(RECORDS SUPPLIED Opens)

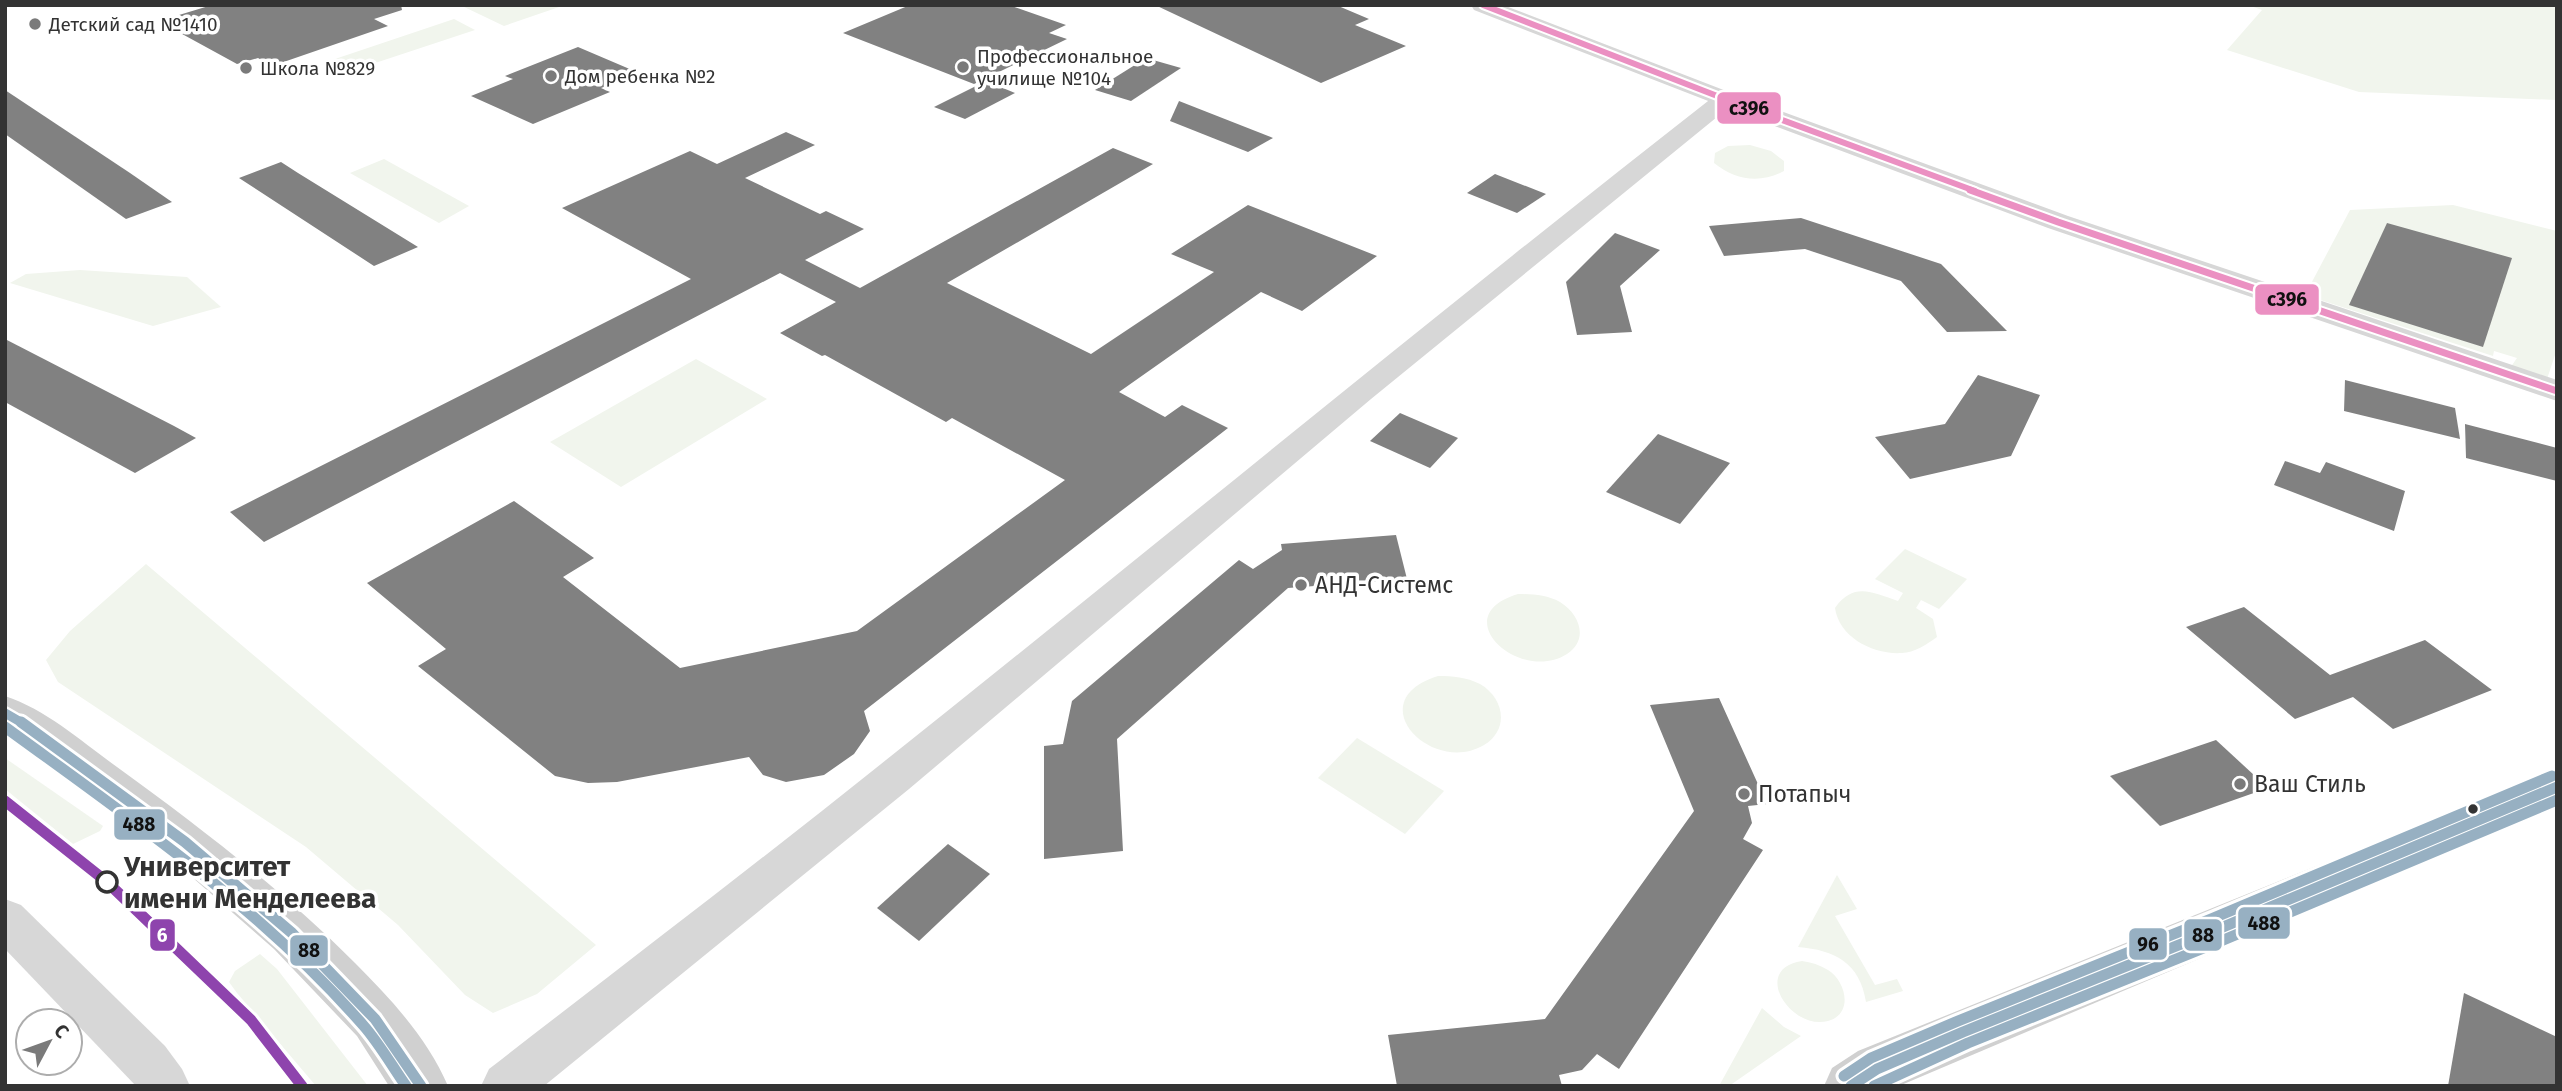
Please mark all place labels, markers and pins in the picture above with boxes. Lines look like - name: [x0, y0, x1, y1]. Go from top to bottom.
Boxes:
- place label: Детский сад №1410: [48, 13, 218, 36]
- marker: Детский сад №1410: [27, 16, 43, 32]
- place label: Профессиональное училище №104: [977, 45, 1153, 90]
- place label: Школа №829: [260, 57, 375, 80]
- marker: Профессиональное училище №104: [955, 59, 971, 75]
- marker: Школа №829: [238, 60, 254, 76]
- place label: Дом ребенка №2: [564, 65, 715, 88]
- marker: Дом ребенка №2: [543, 68, 559, 84]
- place label: АНД-Системс: [1315, 571, 1453, 599]
- marker: АНД-Системс: [1293, 577, 1309, 593]
- place label: Ваш Стиль: [2254, 770, 2366, 798]
- marker: Ваш Стиль: [2232, 776, 2248, 792]
- place label: Потапыч: [1758, 780, 1852, 808]
- marker: Потапыч: [1736, 786, 1752, 802]
- unlabelled marker: [2466, 802, 2480, 816]
- place label: Университет имени Менделеева: [123, 850, 376, 915]
- marker: Университет имени Менделеева: [96, 871, 118, 893]

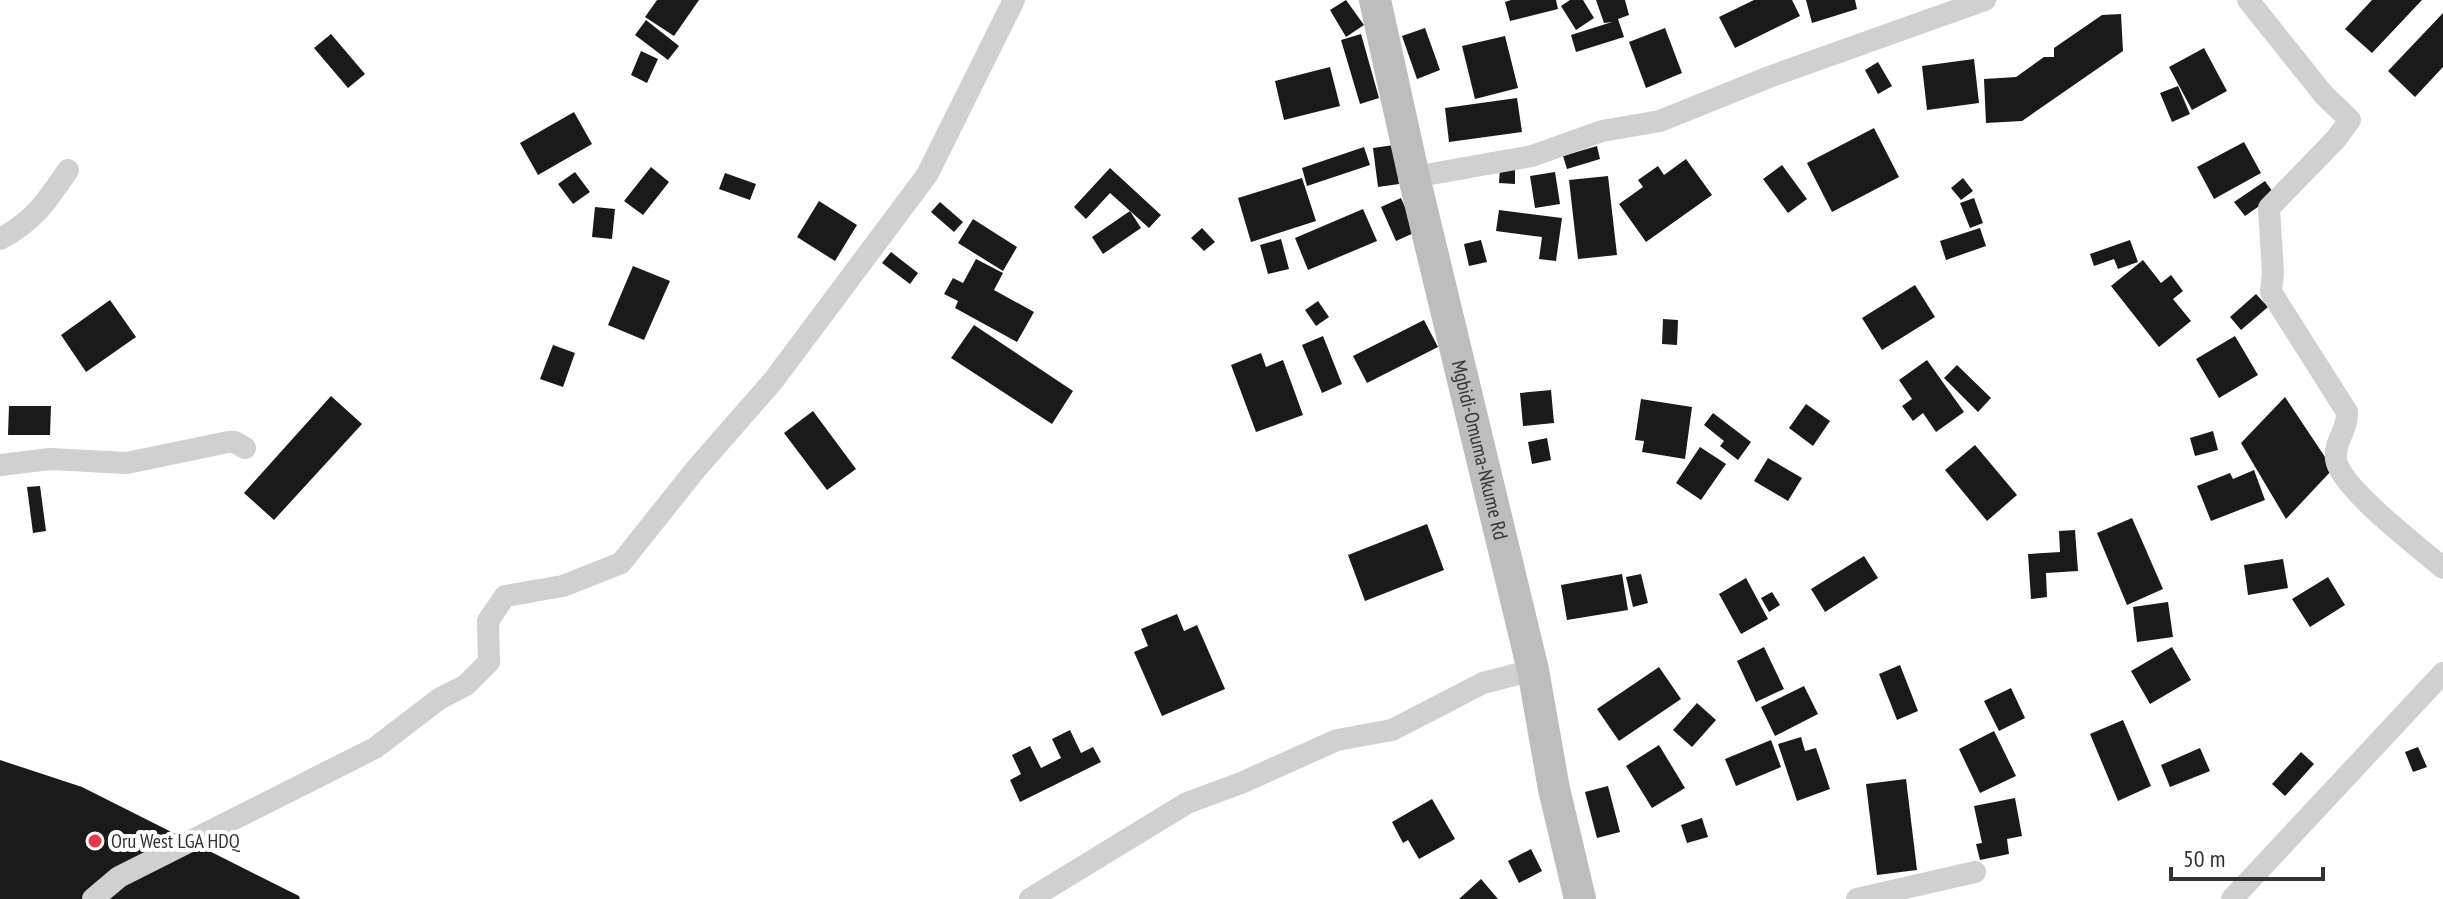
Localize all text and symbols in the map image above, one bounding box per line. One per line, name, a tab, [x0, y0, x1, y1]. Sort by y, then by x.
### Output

(RECORDS SUPPLIED Closes)

DESCRIPTION OF THE TASK:
The entries above, every one of them, should be retyped exactly, with no pictures carried over.

WRITTEN SOLUTION:
Please mark all place labels, markers and pins in the picture above with boxes. Lines look like - name: [x0, y0, x1, y1]. Go from top to bottom.
Boxes:
- place label: Детский сад №1410: [48, 13, 218, 36]
- marker: Детский сад №1410: [27, 16, 43, 32]
- place label: Профессиональное училище №104: [977, 45, 1153, 90]
- place label: Школа №829: [260, 57, 375, 80]
- marker: Профессиональное училище №104: [955, 59, 971, 75]
- marker: Школа №829: [238, 60, 254, 76]
- place label: Дом ребенка №2: [564, 65, 715, 88]
- marker: Дом ребенка №2: [543, 68, 559, 84]
- place label: АНД-Системс: [1315, 571, 1453, 599]
- marker: АНД-Системс: [1293, 577, 1309, 593]
- place label: Ваш Стиль: [2254, 770, 2366, 798]
- marker: Ваш Стиль: [2232, 776, 2248, 792]
- place label: Потапыч: [1758, 780, 1852, 808]
- marker: Потапыч: [1736, 786, 1752, 802]
- unlabelled marker: [2466, 802, 2480, 816]
- place label: Университет имени Менделеева: [123, 850, 376, 915]
- marker: Университет имени Менделеева: [96, 871, 118, 893]

Localize all text and symbols in the map image above, one bounding box per line. One per line, name, a tab, [x0, y0, x1, y1]. Sort by y, then by x.
### Output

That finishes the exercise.